[[ Available data open ]]

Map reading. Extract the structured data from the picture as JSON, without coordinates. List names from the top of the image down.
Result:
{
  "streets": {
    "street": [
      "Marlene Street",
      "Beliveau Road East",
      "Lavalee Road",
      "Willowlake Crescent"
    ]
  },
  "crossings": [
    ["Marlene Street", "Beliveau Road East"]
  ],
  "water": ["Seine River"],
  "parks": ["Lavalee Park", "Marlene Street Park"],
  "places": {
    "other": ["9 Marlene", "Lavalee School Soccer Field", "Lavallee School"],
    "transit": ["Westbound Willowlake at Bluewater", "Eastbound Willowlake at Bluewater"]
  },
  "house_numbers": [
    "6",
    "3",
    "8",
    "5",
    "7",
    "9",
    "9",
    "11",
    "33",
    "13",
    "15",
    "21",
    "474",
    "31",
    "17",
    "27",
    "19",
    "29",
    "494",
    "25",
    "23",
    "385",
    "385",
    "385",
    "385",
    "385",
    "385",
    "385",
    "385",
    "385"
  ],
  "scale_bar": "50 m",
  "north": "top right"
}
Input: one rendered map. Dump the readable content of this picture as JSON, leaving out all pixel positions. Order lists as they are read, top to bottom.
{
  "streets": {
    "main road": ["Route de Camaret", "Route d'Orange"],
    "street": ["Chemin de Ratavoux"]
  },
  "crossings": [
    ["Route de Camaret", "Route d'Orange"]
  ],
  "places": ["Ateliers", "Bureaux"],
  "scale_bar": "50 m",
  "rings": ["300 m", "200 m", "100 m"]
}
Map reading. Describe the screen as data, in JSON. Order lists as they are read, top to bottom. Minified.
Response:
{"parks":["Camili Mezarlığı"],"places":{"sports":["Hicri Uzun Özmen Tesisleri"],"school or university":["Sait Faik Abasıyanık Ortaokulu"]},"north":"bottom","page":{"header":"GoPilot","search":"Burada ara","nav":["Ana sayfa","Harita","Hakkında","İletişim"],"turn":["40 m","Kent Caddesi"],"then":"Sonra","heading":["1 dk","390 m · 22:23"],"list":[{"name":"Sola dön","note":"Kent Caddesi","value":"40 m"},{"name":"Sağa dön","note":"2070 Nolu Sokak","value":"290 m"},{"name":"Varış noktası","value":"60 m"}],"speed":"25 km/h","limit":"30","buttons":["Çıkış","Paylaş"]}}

[[ Available data closed ]]

■ **Task to carry out**: Your response should hold the lines from the first line of the entries above through the line with "Map reading. Describe", each retyped exactly, and nothing else.

■ **Solution to the exercise**:
Map reading. Extract the structured data from the picture as JSON, without coordinates. List names from the top of the image down.
Result:
{
  "streets": {
    "street": [
      "Marlene Street",
      "Beliveau Road East",
      "Lavalee Road",
      "Willowlake Crescent"
    ]
  },
  "crossings": [
    ["Marlene Street", "Beliveau Road East"]
  ],
  "water": ["Seine River"],
  "parks": ["Lavalee Park", "Marlene Street Park"],
  "places": {
    "other": ["9 Marlene", "Lavalee School Soccer Field", "Lavallee School"],
    "transit": ["Westbound Willowlake at Bluewater", "Eastbound Willowlake at Bluewater"]
  },
  "house_numbers": [
    "6",
    "3",
    "8",
    "5",
    "7",
    "9",
    "9",
    "11",
    "33",
    "13",
    "15",
    "21",
    "474",
    "31",
    "17",
    "27",
    "19",
    "29",
    "494",
    "25",
    "23",
    "385",
    "385",
    "385",
    "385",
    "385",
    "385",
    "385",
    "385",
    "385"
  ],
  "scale_bar": "50 m",
  "north": "top right"
}
Input: one rendered map. Dump the readable content of this picture as JSON, leaving out all pixel positions. Order lists as they are read, top to bottom.
{
  "streets": {
    "main road": ["Route de Camaret", "Route d'Orange"],
    "street": ["Chemin de Ratavoux"]
  },
  "crossings": [
    ["Route de Camaret", "Route d'Orange"]
  ],
  "places": ["Ateliers", "Bureaux"],
  "scale_bar": "50 m",
  "rings": ["300 m", "200 m", "100 m"]
}
Map reading. Describe the screen as data, in JSON. Order lists as they are read, top to bottom. Minified.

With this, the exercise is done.